Nowadays, we are witnessing an Artificial Intelligence revolution that dominates the technology landscape in various application domains, such as healthcare, robotics, automotive, security, and defense. Massive-scale AI models, which mimic the human brain's functionality, typically feature millions and even billions of parameters through data-intensive matrix multiplication tasks. While conventional Von-Neumann architectures struggle with the memory wall and the end of Moore's Law, these AI applications are migrating rapidly towards the edge, such as in robotics and unmanned aerial vehicles for surveillance, thereby adding more constraints to the hardware budget of AI architectures at the edge. Although in-memory computing has been proposed as a promising solution for the memory wall, both analog and digital in-memory computing architectures suffer from substantial degradation of the proposed benefits due to various design limitations. We propose a new digital in-memory stochastic computing architecture, DISCA, utilizing a compressed version of the quasi-stochastic Bent-Pyramid data format. DISCA inherits the same computational simplicity of analog computing, while preserving the same scalability, productivity, and reliability of digital systems. Post-layout modeling results of DISCA show an energy efficiency of 3.59 TOPS/W per bit at 500 MHz using a commercial 180nm CMOS technology.
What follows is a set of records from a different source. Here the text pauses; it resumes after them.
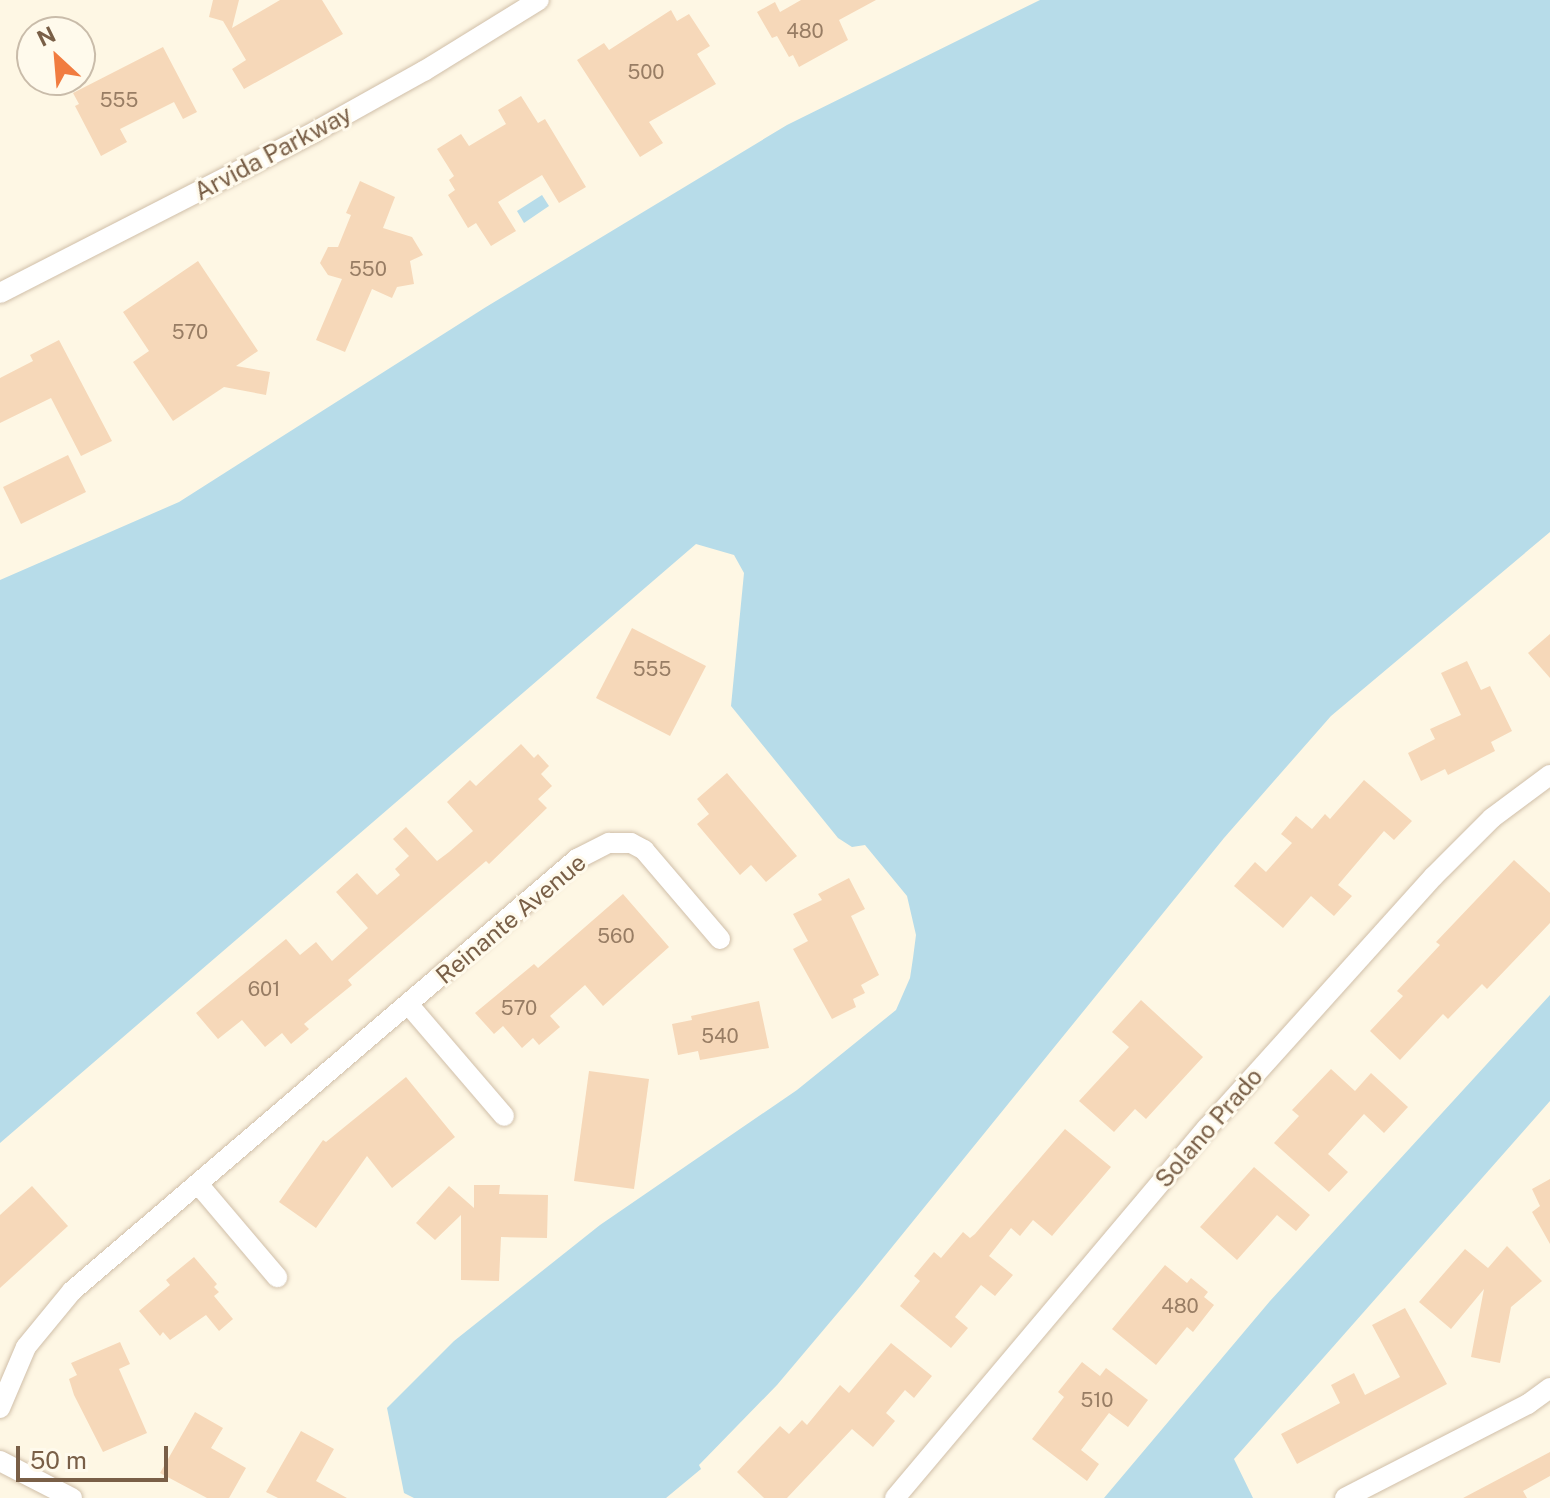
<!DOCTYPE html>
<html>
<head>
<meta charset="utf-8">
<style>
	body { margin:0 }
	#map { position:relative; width:1550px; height:1498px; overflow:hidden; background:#fef7e4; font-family:"Public Sans",sans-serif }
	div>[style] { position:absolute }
	.water>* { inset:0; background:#b7dce9 }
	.building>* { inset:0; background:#f6d8b9 }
	.roads { filter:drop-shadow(0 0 2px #d0bfa9) drop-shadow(0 0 2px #d0bfa9) }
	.street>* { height:20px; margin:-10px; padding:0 10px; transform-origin:10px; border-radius:10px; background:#fff }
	span { translate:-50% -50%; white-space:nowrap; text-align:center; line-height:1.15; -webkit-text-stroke:6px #fffaec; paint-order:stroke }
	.number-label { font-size:20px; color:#987d64 }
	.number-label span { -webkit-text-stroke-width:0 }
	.street-label { font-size:24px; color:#795f47 }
	.north { position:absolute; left:16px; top:16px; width:80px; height:80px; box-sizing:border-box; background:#fffaec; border:2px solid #c9bcaa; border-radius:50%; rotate:334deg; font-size:22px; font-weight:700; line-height:32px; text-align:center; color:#795f47 }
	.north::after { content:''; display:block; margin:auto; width:28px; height:36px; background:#f17c40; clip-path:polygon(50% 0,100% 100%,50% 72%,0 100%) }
	.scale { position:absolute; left:16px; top:1446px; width:152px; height:36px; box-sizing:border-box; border:4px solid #795f47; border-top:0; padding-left:10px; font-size:24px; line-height:28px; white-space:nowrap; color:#795f47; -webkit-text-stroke:6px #fffaec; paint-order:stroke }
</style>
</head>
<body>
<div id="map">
	<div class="water">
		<div style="clip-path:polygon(1040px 0,1550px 0,1550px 532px,1331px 716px,1224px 838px,858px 1289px,777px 1385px,699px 1465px,701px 1469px,666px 1498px,414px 1498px,404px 1493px,387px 1408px,454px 1341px,600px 1225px,797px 1090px,896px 1010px,910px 978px,913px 958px,916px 935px,907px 896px,865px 845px,852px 847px,838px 838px,731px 706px,744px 573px,734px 555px,696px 544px,0 1143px,0 580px,179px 502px,486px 307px,787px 125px)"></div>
		<div style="clip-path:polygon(542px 195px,549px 206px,524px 223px,517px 211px)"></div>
		<div style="clip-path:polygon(1550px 995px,1550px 1101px,1234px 1459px,1253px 1498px,1104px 1498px,1270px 1301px)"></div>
	</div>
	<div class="building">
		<div style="clip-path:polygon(213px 0,239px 0,232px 28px,280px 0,322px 0,343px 34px,244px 89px,232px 69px,246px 60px,223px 21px,209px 17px)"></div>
		<div style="clip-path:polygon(801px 0,876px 0,839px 20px,848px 40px,799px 67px,793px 55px,789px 57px,777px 36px,772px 38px,757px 12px,775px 2px,780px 12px)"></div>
		<div style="clip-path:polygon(671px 10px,677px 21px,689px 14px,710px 46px,697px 54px,716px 84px,649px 122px,663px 143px,640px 157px,577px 60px,604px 43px,609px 50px)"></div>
		<div style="clip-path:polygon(163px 47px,197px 112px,183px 119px,174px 102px,120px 129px,127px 142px,101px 156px,75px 106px,79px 104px,73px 93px)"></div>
		<div style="clip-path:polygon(521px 96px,538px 123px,545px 119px,586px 187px,559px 203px,542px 175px,498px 202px,516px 231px,491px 246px,476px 223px,468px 228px,448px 195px,455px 190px,449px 180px,454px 176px,437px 149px,461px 134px,469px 146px,506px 124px,498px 110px)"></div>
		<div style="clip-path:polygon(360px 181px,395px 197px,383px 228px,412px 237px,423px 255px,410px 261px,414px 284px,397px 287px,392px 298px,372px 289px,345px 352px,316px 340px,342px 279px,328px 275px,320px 263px,328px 247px,338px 247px,351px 215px,346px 213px)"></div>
		<div style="clip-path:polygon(198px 261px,258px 351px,236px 366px,270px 372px,266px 395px,224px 387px,173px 421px,133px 362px,149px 351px,123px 312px)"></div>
		<div style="clip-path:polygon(59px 340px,112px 441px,81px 456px,51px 398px,0 423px,0 378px,33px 361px,30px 355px)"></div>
		<div style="clip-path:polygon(68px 455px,86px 492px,21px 524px,3px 487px)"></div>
		<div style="clip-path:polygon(632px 628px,706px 666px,670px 736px,596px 698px)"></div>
		<div style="clip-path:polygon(1550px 634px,1550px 678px,1528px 653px)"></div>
		<div style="clip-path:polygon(1467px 661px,1481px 690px,1490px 686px,1512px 731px,1491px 742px,1495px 751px,1448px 775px,1445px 769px,1421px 781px,1408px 753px,1435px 739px,1430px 729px,1461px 715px,1441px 673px)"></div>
		<div style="clip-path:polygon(521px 744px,534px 758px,538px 754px,549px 766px,541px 774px,552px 786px,538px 799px,547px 808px,489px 864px,486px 861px,348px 980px,352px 985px,304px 1024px,309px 1029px,291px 1044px,282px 1033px,265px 1047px,242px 1020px,218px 1039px,196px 1013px,286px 939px,300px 955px,316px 942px,332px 961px,368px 928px,336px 892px,357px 873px,377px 895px,400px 875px,395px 869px,409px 856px,393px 839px,406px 827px,437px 861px,449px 852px,473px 831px,447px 802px,470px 780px,476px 786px)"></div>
		<div style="clip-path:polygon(727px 773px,797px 856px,766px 882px,751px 865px,740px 875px,697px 824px,709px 814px,697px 799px)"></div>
		<div style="clip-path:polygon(1364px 780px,1412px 821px,1394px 840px,1384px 831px,1338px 885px,1352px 896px,1334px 916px,1311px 896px,1283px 928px,1234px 886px,1255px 862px,1266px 872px,1292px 843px,1281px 834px,1296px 816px,1312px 829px,1325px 814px,1330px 819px)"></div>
		<div style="clip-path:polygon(1514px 860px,1550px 893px,1550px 923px,1487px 989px,1482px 984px,1448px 1019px,1443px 1014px,1400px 1060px,1370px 1031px,1403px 996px,1397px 991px,1440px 945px,1436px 942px)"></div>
		<div style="clip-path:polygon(849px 878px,865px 909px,851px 916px,879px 975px,861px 985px,865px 993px,853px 999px,856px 1007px,832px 1019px,793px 949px,808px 941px,793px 914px,822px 900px,818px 894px)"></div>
		<div style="clip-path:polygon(623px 894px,669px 947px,603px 1006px,585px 985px,550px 1016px,560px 1027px,539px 1045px,533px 1038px,522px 1048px,503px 1026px,494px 1034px,475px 1013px,534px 964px,538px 968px)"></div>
		<div style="clip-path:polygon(1141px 1000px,1203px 1057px,1146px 1119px,1135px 1109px,1114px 1132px,1079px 1101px,1129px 1047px,1112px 1032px)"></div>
		<div style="clip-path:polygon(759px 1001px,769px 1048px,700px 1060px,698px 1051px,678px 1055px,672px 1024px,692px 1020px,691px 1016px)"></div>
		<div style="clip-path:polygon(1331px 1069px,1355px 1091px,1371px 1073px,1408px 1107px,1384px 1133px,1364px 1114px,1328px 1154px,1348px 1172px,1329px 1192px,1274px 1143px,1299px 1116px,1292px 1110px)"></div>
		<div style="clip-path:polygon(589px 1071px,649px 1079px,634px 1189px,574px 1181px)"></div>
		<div style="clip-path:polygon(406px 1077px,455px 1137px,392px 1188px,367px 1156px,316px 1228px,279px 1202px,323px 1140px,326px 1142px)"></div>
		<div style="clip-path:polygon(1065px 1129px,1111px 1167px,1052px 1236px,1033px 1220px,1020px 1236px,1011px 1228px,989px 1256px,1013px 1275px,995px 1296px,981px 1285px,955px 1317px,968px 1328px,951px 1348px,900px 1306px,920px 1281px,914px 1276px,934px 1252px,941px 1258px,963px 1232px,970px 1238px,975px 1234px)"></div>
		<div style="clip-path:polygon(1254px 1167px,1310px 1215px,1296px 1231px,1277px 1215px,1237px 1260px,1200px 1227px)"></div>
		<div style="clip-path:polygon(1550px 1179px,1550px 1244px,1532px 1212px,1540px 1206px,1532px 1189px)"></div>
		<div style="clip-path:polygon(474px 1185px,500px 1185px,499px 1194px,548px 1195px,547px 1238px,501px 1237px,499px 1281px,461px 1280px,461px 1215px,435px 1240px,416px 1223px,449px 1186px,474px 1208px)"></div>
		<div style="clip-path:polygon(32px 1186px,68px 1226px,0 1288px,0 1215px)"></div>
		<div style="clip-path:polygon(1507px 1246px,1542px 1281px,1511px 1307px,1500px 1363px,1471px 1357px,1484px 1289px,1451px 1329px,1419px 1302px,1465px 1249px,1488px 1268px)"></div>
		<div style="clip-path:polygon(194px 1257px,217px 1284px,214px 1287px,219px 1292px,214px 1296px,233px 1319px,219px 1331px,206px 1315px,170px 1340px,163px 1332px,160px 1336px,139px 1311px,170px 1285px,166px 1280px)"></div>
		<div style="clip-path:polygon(1165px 1265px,1187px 1283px,1191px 1278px,1208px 1292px,1204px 1297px,1214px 1305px,1193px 1332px,1187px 1327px,1156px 1365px,1112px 1329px)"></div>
		<div style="clip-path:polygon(1405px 1308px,1447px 1384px,1297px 1464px,1281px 1434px,1340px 1403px,1331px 1385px,1354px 1373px,1365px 1395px,1400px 1377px,1372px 1325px)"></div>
		<div style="clip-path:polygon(120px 1342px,130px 1364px,119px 1369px,147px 1433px,103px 1452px,74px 1395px,69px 1379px,77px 1375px,71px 1363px)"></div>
		<div style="clip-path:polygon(891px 1343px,932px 1376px,914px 1398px,905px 1390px,886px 1413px,895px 1421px,873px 1447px,852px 1429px,787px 1498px,764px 1498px,737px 1472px,780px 1426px,789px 1434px,802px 1420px,807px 1425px,840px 1385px,849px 1393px)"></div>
		<div style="clip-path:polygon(1082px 1362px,1100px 1376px,1106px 1368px,1148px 1400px,1128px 1427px,1109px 1413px,1081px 1450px,1099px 1464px,1087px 1481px,1032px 1439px,1064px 1397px,1058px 1392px)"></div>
		<div style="clip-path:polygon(195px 1412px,223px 1428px,211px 1448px,246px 1468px,229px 1498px,207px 1498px,160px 1473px)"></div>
		<div style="clip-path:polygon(301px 1431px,334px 1449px,316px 1481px,347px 1498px,278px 1498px,266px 1492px)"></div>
		<div style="clip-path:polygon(1550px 1452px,1550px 1476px,1523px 1491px,1527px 1498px,1463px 1498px)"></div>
	</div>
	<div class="roads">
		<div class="street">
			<div style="left:0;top:293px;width:355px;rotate:-27.1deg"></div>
			<div style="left:316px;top:131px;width:124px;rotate:-29.1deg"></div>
			<div style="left:424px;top:71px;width:135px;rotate:-31.7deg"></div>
			<div style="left:409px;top:1005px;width:146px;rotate:49.4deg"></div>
			<div style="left:199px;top:1185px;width:121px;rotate:49.7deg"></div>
			<div style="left:0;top:1408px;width:66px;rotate:-66.9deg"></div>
			<div style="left:26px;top:1347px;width:72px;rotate:-50.6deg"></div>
			<div style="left:72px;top:1291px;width:665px;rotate:-40.55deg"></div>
			<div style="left:577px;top:859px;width:36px;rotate:-27deg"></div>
			<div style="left:609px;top:843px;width:22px"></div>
			<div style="left:631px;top:843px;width:15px;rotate:28deg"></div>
			<div style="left:644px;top:850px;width:117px;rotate:49.5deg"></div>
			<div style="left:0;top:1461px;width:81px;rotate:27.2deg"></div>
			<div style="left:895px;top:1498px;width:484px;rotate:-49.9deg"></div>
			<div style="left:1207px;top:1128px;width:338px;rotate:-48deg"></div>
			<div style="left:1433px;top:877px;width:83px;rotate:-45deg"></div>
			<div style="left:1492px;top:818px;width:72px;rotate:-36.6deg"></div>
			<div style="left:1345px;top:1498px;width:206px;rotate:-27.2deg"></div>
			<div style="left:1528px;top:1404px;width:27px;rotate:-36deg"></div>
		</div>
	</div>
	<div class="number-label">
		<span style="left:805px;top:31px">480</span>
		<span style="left:646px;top:72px">500</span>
		<span style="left:119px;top:100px">555</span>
		<span style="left:368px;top:269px">550</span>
		<span style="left:190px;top:332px">570</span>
		<span style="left:652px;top:669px">555</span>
		<span style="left:616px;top:936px">560</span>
		<span style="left:264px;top:989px">601</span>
		<span style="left:519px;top:1008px">570</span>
		<span style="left:720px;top:1036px">540</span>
		<span style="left:1180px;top:1306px">480</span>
		<span style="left:1097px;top:1400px">510</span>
	</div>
	<div class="street-label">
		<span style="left:273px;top:153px;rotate:-28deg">Arvida Parkway</span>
		<span style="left:511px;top:919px;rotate:-40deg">Reinante Avenue</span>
		<span style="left:1209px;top:1128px;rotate:-49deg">Solano Prado</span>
	</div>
	<div class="north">N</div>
	<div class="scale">50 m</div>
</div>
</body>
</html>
Therefore, DISCA significantly improves the energy efficiency for matrix multiplication workloads by orders of magnitude if scaled and compared to its counterpart architectures.

Paper Structure

This paper contains 9 sections, 5 figures.

Figures (5)

  • Figure 1: A compressed 8-bit Version of Bent-Pyramid datasets, achieving the same 10-bit Bent-Pyramid functionality.
  • Figure 2: In-memory computing for matrix-matrix multiplication: (a) an example of matrix-matrix multiplication workload including the micro-algorithm, where input matrix $L$ is multiplied by weight matrix $U$ to generate the output matrix $O$; (b) digital in-memory computing architecture for binary-based computing; (c) the proposed DISCA architecture for matrix-matrix multiplication using in-situ stochastic multiplication and near-memory binary accumulation.
  • Figure 3: An 8CX128R SRAM core slice, including the layout of 8x8 6T bitcells macro, pre-charge circuitry, write drivers, and sense-amplifiers.
  • Figure 4: Simulations of eight read operations for different 8-bit values stored in the SRAM core.
  • Figure 5: Simulation results of SC multiplication using the bitline computing approach where the upper matrix $U$ and lower matrix $L$ are logically represented by even wordlines and odd wordlines respectively.